Assignment.
Within the entries below, the lines from the one with "I am building a map index. Give" through the one with "Read this map" are to be set down exactly, both ends kept.

Data in this exercise.
########

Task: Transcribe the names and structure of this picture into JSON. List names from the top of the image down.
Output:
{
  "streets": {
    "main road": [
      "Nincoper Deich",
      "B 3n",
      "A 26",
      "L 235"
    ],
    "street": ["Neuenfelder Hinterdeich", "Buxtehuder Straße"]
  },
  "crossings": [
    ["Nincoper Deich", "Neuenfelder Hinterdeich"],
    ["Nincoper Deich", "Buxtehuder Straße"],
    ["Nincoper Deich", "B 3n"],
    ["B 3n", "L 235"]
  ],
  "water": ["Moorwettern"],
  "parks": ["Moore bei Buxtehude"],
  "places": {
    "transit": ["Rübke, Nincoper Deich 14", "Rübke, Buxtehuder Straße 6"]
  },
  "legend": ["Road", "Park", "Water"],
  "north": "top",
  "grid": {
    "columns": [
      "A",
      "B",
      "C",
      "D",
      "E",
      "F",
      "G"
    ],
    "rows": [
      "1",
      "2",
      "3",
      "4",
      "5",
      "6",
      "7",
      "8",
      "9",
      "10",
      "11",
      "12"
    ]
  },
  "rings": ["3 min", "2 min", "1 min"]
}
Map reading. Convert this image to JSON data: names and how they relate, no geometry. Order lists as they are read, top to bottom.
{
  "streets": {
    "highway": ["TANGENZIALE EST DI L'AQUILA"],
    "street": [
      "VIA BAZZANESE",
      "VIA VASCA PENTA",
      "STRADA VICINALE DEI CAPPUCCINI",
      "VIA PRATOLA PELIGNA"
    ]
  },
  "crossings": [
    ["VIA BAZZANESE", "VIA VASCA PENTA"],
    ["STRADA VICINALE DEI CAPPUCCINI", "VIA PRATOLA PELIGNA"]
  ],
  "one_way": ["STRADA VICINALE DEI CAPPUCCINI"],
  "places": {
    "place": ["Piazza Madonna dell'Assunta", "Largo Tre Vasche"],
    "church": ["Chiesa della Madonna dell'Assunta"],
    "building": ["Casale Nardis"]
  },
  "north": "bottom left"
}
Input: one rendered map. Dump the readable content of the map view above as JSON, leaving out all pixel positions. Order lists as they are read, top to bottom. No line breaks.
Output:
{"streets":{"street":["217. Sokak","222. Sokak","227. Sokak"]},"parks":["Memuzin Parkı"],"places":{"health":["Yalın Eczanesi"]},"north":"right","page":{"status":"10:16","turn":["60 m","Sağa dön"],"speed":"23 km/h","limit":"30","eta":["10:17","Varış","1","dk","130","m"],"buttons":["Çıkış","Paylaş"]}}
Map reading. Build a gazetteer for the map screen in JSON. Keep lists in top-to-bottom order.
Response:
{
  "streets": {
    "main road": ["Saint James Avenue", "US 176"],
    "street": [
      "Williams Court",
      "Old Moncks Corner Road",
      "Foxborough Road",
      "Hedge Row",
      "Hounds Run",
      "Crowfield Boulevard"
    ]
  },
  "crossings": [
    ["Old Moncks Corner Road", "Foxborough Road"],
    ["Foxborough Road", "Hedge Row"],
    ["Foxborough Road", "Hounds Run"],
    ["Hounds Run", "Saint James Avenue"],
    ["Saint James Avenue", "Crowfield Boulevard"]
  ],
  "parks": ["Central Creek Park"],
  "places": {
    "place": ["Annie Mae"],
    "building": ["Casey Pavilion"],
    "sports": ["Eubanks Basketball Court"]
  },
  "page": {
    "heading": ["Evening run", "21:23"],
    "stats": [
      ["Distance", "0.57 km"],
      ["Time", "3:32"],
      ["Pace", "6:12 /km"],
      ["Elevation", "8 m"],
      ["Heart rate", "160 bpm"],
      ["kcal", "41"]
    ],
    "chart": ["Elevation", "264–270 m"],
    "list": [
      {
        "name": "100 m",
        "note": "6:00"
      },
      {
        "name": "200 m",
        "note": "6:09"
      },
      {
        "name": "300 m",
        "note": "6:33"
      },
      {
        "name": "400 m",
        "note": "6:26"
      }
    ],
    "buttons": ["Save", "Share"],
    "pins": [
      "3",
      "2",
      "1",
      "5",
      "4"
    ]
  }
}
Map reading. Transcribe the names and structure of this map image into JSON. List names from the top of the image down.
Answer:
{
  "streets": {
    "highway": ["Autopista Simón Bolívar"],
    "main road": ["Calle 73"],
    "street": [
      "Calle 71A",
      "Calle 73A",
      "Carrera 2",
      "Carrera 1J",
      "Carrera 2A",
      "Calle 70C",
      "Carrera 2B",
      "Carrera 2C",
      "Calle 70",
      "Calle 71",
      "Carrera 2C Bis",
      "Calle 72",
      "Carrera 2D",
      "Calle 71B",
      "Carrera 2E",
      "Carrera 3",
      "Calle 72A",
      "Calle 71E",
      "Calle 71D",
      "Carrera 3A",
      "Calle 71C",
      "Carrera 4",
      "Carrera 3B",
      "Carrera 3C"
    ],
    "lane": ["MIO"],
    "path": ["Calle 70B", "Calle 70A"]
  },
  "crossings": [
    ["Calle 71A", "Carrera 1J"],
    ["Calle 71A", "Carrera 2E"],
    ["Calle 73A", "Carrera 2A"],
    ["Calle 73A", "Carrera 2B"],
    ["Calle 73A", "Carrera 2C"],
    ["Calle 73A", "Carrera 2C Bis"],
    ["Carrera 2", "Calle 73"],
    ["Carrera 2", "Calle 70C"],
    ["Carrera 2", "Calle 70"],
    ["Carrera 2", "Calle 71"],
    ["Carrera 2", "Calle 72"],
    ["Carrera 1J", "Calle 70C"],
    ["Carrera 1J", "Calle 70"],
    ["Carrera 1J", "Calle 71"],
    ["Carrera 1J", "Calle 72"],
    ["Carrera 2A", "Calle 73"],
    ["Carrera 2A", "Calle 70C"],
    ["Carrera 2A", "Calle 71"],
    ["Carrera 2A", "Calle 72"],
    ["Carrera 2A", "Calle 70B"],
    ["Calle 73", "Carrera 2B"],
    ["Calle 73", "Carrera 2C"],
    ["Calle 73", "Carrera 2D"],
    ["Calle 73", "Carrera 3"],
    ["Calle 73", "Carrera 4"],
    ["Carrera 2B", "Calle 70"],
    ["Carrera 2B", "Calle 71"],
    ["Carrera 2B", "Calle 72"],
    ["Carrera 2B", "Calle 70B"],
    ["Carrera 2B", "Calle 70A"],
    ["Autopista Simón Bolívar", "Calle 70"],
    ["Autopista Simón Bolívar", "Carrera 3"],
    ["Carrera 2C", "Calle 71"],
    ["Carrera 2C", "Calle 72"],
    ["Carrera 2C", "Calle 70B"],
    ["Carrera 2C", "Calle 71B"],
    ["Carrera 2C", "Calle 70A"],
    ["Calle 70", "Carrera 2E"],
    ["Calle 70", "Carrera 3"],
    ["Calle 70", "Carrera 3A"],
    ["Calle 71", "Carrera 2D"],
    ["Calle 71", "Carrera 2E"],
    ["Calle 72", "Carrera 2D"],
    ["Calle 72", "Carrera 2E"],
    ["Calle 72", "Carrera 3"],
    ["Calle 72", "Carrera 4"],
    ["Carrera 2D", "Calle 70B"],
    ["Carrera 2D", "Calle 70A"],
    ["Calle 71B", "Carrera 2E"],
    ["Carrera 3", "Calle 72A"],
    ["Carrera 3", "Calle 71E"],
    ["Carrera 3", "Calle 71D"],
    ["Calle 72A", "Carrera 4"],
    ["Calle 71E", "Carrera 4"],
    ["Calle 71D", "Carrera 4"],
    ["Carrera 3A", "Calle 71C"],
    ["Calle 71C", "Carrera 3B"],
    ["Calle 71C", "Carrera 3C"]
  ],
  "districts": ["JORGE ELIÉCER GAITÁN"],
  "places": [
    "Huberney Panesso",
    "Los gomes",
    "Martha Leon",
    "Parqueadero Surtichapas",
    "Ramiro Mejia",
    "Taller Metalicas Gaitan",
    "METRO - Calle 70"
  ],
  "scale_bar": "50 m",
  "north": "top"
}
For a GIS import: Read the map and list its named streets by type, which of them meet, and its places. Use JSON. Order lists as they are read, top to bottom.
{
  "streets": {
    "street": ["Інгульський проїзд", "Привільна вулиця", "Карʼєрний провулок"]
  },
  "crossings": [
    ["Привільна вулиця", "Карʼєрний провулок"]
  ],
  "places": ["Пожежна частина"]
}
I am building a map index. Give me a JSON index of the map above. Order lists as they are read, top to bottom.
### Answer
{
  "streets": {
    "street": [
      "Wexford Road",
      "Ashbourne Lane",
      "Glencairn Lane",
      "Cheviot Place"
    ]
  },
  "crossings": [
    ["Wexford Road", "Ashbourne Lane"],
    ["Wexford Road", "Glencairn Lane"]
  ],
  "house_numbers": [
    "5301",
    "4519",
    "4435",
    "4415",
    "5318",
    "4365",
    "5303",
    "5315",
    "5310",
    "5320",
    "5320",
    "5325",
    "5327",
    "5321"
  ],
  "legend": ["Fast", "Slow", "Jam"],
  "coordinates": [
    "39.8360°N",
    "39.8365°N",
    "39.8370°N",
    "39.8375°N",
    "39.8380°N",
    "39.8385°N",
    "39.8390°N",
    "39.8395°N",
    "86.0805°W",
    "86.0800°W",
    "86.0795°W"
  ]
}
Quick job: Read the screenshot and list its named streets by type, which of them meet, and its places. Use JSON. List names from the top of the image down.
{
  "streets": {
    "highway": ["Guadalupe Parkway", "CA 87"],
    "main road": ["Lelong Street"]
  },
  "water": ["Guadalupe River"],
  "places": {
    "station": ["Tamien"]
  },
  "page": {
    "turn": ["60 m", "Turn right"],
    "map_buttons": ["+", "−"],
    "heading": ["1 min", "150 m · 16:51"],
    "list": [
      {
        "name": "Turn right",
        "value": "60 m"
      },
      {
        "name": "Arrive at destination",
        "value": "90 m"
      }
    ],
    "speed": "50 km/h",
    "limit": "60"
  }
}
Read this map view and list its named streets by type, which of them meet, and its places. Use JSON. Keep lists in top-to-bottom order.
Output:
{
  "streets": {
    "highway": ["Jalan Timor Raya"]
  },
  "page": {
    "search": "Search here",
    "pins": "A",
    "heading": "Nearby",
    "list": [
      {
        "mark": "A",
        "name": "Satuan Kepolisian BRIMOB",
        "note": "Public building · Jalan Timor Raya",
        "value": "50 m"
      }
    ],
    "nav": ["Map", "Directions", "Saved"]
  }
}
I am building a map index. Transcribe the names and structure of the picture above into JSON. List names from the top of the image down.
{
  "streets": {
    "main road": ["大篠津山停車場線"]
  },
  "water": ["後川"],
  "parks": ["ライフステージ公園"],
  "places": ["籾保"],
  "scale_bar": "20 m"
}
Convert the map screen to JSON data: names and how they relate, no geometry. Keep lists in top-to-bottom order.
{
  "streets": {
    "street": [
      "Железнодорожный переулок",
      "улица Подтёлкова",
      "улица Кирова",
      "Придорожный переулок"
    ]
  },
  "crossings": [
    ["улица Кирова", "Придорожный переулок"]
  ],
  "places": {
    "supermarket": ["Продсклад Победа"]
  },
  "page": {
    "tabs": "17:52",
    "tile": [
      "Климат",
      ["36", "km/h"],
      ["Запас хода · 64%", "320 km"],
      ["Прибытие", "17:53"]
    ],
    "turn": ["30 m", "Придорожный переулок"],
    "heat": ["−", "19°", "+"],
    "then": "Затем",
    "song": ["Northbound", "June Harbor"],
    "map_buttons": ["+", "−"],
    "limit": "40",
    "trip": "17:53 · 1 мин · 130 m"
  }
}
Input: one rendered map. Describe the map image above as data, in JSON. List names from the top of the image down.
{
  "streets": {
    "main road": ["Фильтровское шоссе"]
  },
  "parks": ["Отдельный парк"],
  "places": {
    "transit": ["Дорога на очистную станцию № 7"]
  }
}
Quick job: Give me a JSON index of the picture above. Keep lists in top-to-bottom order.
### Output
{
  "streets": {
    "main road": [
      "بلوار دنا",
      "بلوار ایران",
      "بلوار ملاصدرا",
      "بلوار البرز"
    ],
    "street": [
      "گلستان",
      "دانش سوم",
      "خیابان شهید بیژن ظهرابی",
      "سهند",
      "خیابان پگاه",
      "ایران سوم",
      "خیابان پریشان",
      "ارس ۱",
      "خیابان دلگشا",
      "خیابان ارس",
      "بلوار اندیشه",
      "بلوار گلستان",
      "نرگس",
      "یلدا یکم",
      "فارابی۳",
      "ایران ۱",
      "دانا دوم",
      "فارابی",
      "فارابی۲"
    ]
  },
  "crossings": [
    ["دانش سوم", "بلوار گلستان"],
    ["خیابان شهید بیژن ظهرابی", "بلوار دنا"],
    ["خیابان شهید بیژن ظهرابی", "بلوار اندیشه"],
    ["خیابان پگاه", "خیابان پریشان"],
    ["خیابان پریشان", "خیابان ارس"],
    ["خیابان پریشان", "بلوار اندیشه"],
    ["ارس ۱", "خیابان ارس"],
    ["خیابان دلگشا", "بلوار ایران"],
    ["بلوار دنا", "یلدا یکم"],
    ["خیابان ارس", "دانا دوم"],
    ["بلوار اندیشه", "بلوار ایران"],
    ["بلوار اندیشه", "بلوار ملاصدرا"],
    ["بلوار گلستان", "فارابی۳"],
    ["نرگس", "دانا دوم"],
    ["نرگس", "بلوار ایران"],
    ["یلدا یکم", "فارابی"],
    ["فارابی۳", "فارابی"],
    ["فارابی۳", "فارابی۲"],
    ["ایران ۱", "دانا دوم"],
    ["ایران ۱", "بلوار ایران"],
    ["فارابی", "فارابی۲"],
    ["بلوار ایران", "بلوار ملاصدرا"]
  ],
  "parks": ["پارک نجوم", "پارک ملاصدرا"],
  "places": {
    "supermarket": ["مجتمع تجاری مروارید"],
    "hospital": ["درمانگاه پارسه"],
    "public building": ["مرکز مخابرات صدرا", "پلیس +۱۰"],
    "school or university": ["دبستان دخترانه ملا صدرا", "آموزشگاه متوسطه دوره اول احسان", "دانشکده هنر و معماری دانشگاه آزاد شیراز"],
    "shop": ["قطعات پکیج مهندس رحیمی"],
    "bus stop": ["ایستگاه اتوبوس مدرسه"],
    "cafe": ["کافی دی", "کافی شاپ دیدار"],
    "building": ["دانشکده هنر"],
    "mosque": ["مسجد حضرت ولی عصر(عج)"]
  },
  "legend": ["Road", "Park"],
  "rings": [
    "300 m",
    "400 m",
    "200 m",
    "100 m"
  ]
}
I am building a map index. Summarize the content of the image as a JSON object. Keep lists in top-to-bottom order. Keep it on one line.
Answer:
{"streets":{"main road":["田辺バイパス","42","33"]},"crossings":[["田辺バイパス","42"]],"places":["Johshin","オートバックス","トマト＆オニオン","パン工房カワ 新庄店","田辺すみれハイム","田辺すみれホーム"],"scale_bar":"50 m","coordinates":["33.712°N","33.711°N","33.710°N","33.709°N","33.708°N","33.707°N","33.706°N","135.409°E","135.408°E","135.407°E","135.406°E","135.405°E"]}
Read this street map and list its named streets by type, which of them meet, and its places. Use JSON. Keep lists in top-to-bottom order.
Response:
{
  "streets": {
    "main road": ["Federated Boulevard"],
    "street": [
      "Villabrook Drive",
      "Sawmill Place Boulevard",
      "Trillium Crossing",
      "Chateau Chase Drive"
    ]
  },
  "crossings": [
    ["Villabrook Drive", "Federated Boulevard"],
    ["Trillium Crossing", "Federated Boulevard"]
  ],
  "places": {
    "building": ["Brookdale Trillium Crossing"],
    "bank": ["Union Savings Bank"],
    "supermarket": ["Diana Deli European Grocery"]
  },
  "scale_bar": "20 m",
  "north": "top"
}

########

Answer.
I am building a map index. Give me a JSON index of the map above. Order lists as they are read, top to bottom.
### Answer
{
  "streets": {
    "street": [
      "Wexford Road",
      "Ashbourne Lane",
      "Glencairn Lane",
      "Cheviot Place"
    ]
  },
  "crossings": [
    ["Wexford Road", "Ashbourne Lane"],
    ["Wexford Road", "Glencairn Lane"]
  ],
  "house_numbers": [
    "5301",
    "4519",
    "4435",
    "4415",
    "5318",
    "4365",
    "5303",
    "5315",
    "5310",
    "5320",
    "5320",
    "5325",
    "5327",
    "5321"
  ],
  "legend": ["Fast", "Slow", "Jam"],
  "coordinates": [
    "39.8360°N",
    "39.8365°N",
    "39.8370°N",
    "39.8375°N",
    "39.8380°N",
    "39.8385°N",
    "39.8390°N",
    "39.8395°N",
    "86.0805°W",
    "86.0800°W",
    "86.0795°W"
  ]
}
Quick job: Read the screenshot and list its named streets by type, which of them meet, and its places. Use JSON. List names from the top of the image down.
{
  "streets": {
    "highway": ["Guadalupe Parkway", "CA 87"],
    "main road": ["Lelong Street"]
  },
  "water": ["Guadalupe River"],
  "places": {
    "station": ["Tamien"]
  },
  "page": {
    "turn": ["60 m", "Turn right"],
    "map_buttons": ["+", "−"],
    "heading": ["1 min", "150 m · 16:51"],
    "list": [
      {
        "name": "Turn right",
        "value": "60 m"
      },
      {
        "name": "Arrive at destination",
        "value": "90 m"
      }
    ],
    "speed": "50 km/h",
    "limit": "60"
  }
}
Read this map view and list its named streets by type, which of them meet, and its places. Use JSON. Keep lists in top-to-bottom order.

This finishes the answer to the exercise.